XII. O reconhecimento jurídico de um pedido pode se dar de forma total, quando haverá a extinção do processo, ou então, de modo parcial. Neste caso, como pressuposto, ter-se-á a existência de um pedido suscetível de fracionamento, o que torna desnecessário o julgamento do feito num único momento quando um dos pedidos (ou parcela deste) prescindir de instrução;
XIII. O próprio Código de Processo Civil vigente, em algumas passagens, reconhece a possibilidade de serem proferidas sentenças sucessivas em um mesmo processo, como na ação de prestação de contas e divisão;
XIV. A tutela antecipada fundada na técnica da incontrovérsia do pedido, com a aplicação do § 6º do art. 273 do Código de Processo Civil, veio a possibilitar a distribuição mais equânime do ônus do tempo do processo, evitando-se que o autor aguarde pelo desfecho de toda demanda para obter do bem da vida almejado e que não mais se encontra resistido;
XV. Apesar do instituto receber o nome de tutela antecipada, deve ser aplicado de acordo com a sua finalidade, qual seja, fracionar o mérito da causa de modo a possibilitar a resolução parcial da lide quando um pedido, ou parcela deste, mostrar-se incontroverso.
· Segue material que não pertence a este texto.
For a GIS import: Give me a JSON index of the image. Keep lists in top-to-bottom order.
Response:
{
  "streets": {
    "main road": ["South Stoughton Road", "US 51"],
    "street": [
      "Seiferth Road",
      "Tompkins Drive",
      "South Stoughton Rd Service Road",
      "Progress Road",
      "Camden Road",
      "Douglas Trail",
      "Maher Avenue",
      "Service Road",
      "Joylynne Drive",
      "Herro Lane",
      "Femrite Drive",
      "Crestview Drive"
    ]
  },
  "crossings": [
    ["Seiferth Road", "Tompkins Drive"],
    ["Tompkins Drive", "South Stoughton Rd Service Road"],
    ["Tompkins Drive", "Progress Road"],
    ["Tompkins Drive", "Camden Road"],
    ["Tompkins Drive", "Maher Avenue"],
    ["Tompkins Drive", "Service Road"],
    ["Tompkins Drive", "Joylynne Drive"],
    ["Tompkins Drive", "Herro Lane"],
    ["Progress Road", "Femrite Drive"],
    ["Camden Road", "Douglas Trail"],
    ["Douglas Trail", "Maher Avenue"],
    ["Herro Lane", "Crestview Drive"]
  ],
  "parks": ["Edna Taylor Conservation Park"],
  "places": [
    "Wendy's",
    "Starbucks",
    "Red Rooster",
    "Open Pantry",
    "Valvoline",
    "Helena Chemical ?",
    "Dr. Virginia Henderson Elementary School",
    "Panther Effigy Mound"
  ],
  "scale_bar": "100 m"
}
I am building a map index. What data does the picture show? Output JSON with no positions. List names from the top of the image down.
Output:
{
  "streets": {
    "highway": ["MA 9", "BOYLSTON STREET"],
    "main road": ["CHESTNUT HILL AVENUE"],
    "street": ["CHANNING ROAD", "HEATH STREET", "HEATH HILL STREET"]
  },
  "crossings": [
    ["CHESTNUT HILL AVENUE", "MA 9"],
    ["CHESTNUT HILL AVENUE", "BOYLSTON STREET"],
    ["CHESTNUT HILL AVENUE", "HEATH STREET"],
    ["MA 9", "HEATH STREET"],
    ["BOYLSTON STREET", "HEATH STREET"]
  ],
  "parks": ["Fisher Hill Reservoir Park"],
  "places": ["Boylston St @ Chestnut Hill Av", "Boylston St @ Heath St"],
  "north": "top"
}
Se assim não fosse, bastaria a aplicação do caput do art. 273 do Código de Processo Civil que alcança a hipótese em análise;
XVI. Esta decisão parcial não se funda em convicção de verossimilhança, mas sim, trata de tutela fundada em cognição exauriente, dispensando, portanto, o requisito do perigo da demora imprescindível ao instituto da antecipação de tutela. Por tal razão, não se mostra necessário observar o perigo da irreversibilidade e o requerimento da parte;
XVII. Trata-se de um verdadeiro julgamento antecipado e parcial da lide, que desafia o recurso de apelação e, tão logo transite em julgado, possibilita a execução definitiva;
XVIII. Aplica-se às hipóteses de reconhecimento jurídico do pedido, transação, renúncia, revelia, contestação genérica, confissão, ou quando um dos pedidos prescindir de dilação probatória;
XIX. Em face do acentuamento da demora da prestação jurisdicional, em razão das inúmeras demandas aforadas, o instituto analisado surge como uma alternativa à concretização do direito fundamental a uma efetiva tutela jurisdicional, ao possibilitar que a pretensão da parte autora seja alcançada por meio de duas ou mais sentenças, cada qual ao seu tempo;
XX. Possibilitada a resolução definitiva e fracionada da causa, como conseqüência inafastável ter-se-á a superação do princípio da unidade e unicidade da prestação judicial, que nada mais era do que um dogma de ordem cultural e conservadora estabelecido no direito positivo.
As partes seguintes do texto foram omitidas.